- **The task**
The expected output is a verbatim reprint of the lines from the beginning of the data that follows through the line that contains "0 #685b50) drop-shadow(-1px".

-------- Record excerpts --------

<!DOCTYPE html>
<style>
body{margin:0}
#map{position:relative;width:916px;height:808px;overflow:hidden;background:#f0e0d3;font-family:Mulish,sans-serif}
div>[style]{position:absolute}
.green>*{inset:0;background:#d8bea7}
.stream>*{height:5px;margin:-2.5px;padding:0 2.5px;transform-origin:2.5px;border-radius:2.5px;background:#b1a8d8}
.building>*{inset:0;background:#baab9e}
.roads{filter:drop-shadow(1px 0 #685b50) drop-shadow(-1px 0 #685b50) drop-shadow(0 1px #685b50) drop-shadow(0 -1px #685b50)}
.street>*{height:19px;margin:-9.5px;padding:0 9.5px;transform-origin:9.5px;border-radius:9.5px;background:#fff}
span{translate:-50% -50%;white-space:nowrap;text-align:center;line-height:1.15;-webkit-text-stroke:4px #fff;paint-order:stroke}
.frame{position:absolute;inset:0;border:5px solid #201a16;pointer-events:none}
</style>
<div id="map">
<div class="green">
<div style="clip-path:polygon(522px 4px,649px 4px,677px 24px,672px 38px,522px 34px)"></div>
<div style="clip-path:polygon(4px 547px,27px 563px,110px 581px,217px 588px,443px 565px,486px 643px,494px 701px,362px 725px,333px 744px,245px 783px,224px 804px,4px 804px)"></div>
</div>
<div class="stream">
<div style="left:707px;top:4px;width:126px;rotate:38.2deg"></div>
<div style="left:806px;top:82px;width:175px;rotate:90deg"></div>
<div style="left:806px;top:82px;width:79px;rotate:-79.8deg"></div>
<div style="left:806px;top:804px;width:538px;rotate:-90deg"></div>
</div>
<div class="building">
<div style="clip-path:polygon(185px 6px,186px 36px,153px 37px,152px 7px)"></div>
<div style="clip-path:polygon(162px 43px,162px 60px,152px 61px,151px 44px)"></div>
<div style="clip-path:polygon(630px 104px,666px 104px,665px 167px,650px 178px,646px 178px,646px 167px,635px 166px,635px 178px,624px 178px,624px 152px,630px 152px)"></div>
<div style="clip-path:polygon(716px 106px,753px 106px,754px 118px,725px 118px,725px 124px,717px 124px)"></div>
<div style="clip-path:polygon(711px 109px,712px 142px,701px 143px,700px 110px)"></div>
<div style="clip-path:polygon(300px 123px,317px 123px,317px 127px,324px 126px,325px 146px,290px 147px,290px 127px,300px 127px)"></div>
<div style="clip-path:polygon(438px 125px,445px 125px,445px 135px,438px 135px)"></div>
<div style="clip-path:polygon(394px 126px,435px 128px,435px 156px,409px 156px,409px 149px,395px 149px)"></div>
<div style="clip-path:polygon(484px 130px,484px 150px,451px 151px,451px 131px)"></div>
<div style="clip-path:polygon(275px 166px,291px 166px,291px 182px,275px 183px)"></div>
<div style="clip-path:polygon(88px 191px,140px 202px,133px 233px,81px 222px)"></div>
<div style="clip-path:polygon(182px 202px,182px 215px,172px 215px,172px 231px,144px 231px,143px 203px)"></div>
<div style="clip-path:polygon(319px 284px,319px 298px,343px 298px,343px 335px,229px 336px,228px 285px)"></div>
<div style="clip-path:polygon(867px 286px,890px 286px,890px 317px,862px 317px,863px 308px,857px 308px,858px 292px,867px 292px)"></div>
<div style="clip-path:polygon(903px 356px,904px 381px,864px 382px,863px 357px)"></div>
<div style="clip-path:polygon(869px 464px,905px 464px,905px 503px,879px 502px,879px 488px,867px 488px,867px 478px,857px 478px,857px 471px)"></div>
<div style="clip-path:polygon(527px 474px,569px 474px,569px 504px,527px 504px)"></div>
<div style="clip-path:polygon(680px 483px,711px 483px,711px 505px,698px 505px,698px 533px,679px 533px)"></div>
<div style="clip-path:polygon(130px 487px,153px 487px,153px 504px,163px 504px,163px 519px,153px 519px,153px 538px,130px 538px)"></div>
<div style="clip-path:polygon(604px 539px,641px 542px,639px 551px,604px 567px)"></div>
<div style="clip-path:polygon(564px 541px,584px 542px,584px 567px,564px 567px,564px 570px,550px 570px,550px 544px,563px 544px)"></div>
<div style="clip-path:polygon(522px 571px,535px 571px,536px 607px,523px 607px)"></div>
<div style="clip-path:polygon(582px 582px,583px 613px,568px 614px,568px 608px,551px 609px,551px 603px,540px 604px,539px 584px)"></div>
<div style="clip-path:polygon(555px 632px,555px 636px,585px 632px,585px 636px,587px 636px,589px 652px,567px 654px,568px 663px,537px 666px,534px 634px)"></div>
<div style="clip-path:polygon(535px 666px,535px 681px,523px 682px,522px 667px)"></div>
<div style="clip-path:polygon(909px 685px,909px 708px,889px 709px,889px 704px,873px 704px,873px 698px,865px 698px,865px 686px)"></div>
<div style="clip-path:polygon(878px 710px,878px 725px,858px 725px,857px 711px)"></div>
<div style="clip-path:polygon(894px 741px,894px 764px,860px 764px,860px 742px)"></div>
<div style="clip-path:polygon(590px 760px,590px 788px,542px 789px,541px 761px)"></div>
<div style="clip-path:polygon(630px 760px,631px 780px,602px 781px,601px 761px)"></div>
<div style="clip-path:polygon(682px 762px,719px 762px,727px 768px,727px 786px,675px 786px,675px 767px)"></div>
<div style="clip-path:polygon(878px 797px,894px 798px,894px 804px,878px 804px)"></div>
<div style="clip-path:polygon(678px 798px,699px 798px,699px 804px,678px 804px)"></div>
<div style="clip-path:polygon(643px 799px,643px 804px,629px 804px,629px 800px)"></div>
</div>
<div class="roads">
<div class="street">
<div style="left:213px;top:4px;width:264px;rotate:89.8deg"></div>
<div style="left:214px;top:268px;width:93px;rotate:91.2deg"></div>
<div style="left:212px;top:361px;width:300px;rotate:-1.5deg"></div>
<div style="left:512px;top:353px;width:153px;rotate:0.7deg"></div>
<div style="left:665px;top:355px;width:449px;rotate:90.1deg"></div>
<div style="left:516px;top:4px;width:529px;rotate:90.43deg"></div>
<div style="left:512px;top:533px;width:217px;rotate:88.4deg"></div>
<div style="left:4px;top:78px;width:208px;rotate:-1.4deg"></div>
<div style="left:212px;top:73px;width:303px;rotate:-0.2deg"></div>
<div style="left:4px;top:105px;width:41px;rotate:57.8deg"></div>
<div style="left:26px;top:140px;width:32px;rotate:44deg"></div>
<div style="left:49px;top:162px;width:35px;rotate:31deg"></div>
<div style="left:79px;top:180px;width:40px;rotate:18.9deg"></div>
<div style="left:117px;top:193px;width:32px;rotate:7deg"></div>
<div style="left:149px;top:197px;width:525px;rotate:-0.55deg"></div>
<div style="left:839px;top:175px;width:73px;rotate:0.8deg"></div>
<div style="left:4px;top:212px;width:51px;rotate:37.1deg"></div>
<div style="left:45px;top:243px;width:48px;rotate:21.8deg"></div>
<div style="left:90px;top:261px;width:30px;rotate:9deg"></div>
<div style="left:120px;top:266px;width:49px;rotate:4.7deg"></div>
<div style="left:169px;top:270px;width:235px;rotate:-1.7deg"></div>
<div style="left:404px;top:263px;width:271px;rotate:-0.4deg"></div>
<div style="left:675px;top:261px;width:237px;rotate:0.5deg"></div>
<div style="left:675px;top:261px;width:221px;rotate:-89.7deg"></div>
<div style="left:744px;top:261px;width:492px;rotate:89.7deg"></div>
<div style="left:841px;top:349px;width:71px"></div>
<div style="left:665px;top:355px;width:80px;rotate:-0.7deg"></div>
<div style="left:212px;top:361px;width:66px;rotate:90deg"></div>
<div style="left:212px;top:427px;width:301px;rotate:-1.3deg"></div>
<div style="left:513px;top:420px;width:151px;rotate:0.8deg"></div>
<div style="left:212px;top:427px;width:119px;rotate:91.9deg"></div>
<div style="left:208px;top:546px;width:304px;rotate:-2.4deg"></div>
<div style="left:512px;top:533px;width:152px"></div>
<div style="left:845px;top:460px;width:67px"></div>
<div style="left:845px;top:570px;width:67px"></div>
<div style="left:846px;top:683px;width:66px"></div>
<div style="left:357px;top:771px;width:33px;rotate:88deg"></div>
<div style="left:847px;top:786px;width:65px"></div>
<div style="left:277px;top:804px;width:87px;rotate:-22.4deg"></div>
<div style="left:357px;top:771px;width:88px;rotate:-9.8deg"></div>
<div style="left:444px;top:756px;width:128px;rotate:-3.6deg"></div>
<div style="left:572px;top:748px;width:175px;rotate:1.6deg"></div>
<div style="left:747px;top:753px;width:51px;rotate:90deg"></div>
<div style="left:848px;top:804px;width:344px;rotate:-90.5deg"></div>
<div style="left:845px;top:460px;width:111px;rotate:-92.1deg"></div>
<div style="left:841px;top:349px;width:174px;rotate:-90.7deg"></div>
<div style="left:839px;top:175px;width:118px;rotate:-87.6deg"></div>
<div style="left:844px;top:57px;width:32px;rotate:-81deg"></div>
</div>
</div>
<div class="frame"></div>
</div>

--------

- **Task response**
<!DOCTYPE html>
<style>
body{margin:0}
#map{position:relative;width:916px;height:808px;overflow:hidden;background:#f0e0d3;font-family:Mulish,sans-serif}
div>[style]{position:absolute}
.green>*{inset:0;background:#d8bea7}
.stream>*{height:5px;margin:-2.5px;padding:0 2.5px;transform-origin:2.5px;border-radius:2.5px;background:#b1a8d8}
.building>*{inset:0;background:#baab9e}
.roads{filter:drop-shadow(1px 0 #685b50) drop-shadow(-1px 0 #685b50) drop-shadow(0 1px #685b50) drop-shadow(0 -1px #685b50)}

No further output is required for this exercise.